Remembering Willard Pace
Published 10:00 pm Thursday, June 9, 2016
I have just received word that my good friend Willard Pace has left our world to embark on his new adventures in the next. It will surely be a continuation of a life lived to the fullest here.
I traded two of my books for his two and reviewed them for the Bulletin. I compared his “Return to Bailey Town” to my own early experiences as a country boy raised on a farm. His descriptions in the story drew a close parallel to my own, so I felt the book was an authentic tale well told.
His second book was about the legendary “Witch Ann,” a character in local folklore. When I asked him how he put that together, about his research for it, he laughed and said he wrote it all “off the top of my head.” Willard had an imagination a lot bigger than mine!
When I was president of the Polk County Historical Association, Willard brought a beautiful Celtic harp he had made and presented it to us. I was showing it to visitors recently and we all admired its beauty and his good workmanship. I would like to find a harpist to play it and make a recording to share with our visitors.

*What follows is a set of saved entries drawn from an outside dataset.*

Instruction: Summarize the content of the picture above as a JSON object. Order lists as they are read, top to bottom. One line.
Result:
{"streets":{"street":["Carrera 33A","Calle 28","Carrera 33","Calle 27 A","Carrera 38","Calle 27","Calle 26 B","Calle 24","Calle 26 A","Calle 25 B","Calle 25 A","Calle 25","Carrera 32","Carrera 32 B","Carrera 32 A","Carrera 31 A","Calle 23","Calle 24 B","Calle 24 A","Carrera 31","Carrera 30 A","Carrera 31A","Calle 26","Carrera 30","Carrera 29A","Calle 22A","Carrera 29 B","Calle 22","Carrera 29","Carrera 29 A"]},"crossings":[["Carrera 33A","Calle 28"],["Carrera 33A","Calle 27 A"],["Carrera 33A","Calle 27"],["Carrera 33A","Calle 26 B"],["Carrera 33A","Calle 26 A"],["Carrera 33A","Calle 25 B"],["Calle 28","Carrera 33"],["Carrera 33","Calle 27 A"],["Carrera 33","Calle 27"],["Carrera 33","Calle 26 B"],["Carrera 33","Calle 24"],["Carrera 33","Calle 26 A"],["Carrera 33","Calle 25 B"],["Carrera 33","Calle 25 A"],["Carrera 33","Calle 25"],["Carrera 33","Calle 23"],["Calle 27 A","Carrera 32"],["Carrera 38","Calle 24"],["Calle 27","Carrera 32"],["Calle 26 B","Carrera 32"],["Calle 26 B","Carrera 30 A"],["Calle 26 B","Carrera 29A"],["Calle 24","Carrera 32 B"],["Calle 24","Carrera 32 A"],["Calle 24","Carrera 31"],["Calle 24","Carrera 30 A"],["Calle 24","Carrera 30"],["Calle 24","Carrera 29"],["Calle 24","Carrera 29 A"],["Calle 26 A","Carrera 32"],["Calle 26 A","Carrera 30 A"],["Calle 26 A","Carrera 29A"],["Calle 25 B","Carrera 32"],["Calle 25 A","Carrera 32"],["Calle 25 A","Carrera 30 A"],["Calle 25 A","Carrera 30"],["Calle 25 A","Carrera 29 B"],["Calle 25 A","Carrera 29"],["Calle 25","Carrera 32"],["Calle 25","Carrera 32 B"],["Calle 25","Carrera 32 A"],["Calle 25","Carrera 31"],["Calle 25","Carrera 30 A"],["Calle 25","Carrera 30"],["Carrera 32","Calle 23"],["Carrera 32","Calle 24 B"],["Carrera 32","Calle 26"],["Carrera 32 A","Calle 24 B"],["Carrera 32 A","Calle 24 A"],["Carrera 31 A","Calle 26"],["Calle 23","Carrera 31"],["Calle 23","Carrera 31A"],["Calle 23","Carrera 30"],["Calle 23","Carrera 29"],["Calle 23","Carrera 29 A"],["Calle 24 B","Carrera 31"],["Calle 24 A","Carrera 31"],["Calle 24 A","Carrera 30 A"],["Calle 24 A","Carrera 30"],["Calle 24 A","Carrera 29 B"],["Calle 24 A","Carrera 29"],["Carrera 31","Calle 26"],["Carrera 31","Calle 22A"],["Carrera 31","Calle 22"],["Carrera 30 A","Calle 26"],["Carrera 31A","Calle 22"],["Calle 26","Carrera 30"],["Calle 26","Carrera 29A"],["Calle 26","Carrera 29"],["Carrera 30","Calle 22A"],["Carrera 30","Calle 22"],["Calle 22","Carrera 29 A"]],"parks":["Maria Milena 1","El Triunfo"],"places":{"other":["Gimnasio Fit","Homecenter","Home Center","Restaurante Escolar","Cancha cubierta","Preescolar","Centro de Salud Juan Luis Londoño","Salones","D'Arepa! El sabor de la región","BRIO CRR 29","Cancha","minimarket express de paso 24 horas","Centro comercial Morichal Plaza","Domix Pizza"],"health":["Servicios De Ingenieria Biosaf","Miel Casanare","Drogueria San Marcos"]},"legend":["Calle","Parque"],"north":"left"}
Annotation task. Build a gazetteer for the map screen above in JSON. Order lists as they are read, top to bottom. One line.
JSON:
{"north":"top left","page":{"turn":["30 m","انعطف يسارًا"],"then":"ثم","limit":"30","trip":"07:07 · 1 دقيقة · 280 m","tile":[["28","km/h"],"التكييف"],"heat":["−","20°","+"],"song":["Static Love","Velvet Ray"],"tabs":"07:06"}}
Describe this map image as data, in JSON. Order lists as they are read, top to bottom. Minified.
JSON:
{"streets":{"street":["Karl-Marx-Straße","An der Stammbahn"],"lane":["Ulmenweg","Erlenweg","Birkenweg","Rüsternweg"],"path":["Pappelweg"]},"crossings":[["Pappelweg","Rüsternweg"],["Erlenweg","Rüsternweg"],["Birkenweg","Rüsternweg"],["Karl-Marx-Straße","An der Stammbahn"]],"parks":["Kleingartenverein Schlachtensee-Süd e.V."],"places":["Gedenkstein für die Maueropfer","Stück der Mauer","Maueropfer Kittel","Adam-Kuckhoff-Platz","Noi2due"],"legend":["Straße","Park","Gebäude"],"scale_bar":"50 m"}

Both of Willard’s books are available at the PCHA Museum in Columbus. They are also in a special bookcase in our house, devoted almost entirely to books by authors that were/are good friends of ours.
Most of the paintings that hang on our walls are originals by artists that also were/are friends. I still wonder what will happen to them when we are gone . . . will anyone cherish them as we do? Should we sell them at garage sale prices now that we need to downsize to make our last move before the nursing home?
Since Hub Arledge and I have not yet managed to get together about his block of Trade Street, I will skip over to the one beyond the traffic light. Rector’s Cleaners was on the corner where the delightful little garden is now, maintained by the Green Blades Garden Club. Jennie Sue Rector held forth from her counter just inside the door, expressing her opinions freely while checking your clothes in and out. The dry cleaners part of the business was in that building, but the laundry was farther up US 176 behind Curt Eargle’s Ice Plant.
The Tryon Town Hall and Police department are now in the much-modernized building that was Hotel Tryon when I was a boy. Aunt Mildred’s friend Mary Danis and her sister Ruth ran that for a number of years before its demise. Most of my family had portraits made there by the visiting Manzer studios in the early 40s. I used mine to illustrate the dust jacket I designed for my book, “A Boy in the Amen Corner.”
The Tryon Bank castle was built on the sunken lot vacated by McFarland Funeral Home when they built their new facility out by Wilderness Road. The Tryon Presbyterian Church was in the building perched rather precariously on the hill across the street before they moved into the rock boat built for them on Harmon Field Road. Avant Electric had offices on the corner where their successor, Duke Power, built the modern building now home to the Forbes Pre-school.
The ski-jump contour of School Street was a challenge for us bicycle riders going to school in the morning. I succeeded in pumping straight up that hill only once on my Western Flyer one-speed bike. But it was a great ride down the hill in the afternoon!